Trigger Warning: Mention of Su*cide

The recent cancellation of examination by the central government followed by several state governments have flared up a debate on the importance and excessive importance of sem/year-end examination. Overemphasis on examination push students to extreme anxiety and pressure. But nevertheless, education as a process involves various aspects apart from textbooks, tests, examinations. The discussion focusing on restricted few aspects and ignoring larger aspects that affect a students’ educational life will only do lip service and not even touch the real issue in doing so.

In 2019, in India 10,335 students died by suicide, which amounts to one suicide every hour. This alarming rate of suicide cannot be attributed to fear of examination alone. And reasoning that the education today is centred only around year/sem examination to be the cause and therefore CCE(continuous and comprehensive evaluation) to be a solution to this, becomes a very superficial solution. And this indirectly further strengthens the NEP(2020)’s arguments which are out to destroy the very basis of education by making education a fragmented unscientific process.

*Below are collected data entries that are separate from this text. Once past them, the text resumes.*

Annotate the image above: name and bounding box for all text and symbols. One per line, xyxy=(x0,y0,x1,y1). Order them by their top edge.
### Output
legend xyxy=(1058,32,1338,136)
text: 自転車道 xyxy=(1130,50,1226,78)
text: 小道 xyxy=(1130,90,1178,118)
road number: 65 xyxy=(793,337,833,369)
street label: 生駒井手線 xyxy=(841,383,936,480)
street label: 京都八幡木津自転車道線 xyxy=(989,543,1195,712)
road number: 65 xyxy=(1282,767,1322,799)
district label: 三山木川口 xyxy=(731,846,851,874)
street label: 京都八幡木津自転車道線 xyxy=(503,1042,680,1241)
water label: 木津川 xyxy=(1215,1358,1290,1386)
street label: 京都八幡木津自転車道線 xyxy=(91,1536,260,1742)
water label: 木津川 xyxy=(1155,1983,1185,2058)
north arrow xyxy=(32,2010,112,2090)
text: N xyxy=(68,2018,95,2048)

Representational image only.

True that education has become exam-oriented, for that multiple exam cannot be a solution. Fear of examination can be removed only by removing the fear associated with examination and failure. This is linked to the social atmosphere where education is considered only a means to fetch a job. Parents feel their children can get a good job if they score good numbers in exams, as they fear their child being unemployed. This fear of joblessness is encashed by the governments who are at the service of private players in bringing policies that make education job oriented, vocationalised. All the governments that have ruled this country with all their progressive faces have successfully been able to do this. The result is in front of us. Congress and BJP alike have encashed middle-class fears and gifted education gradually to private managements.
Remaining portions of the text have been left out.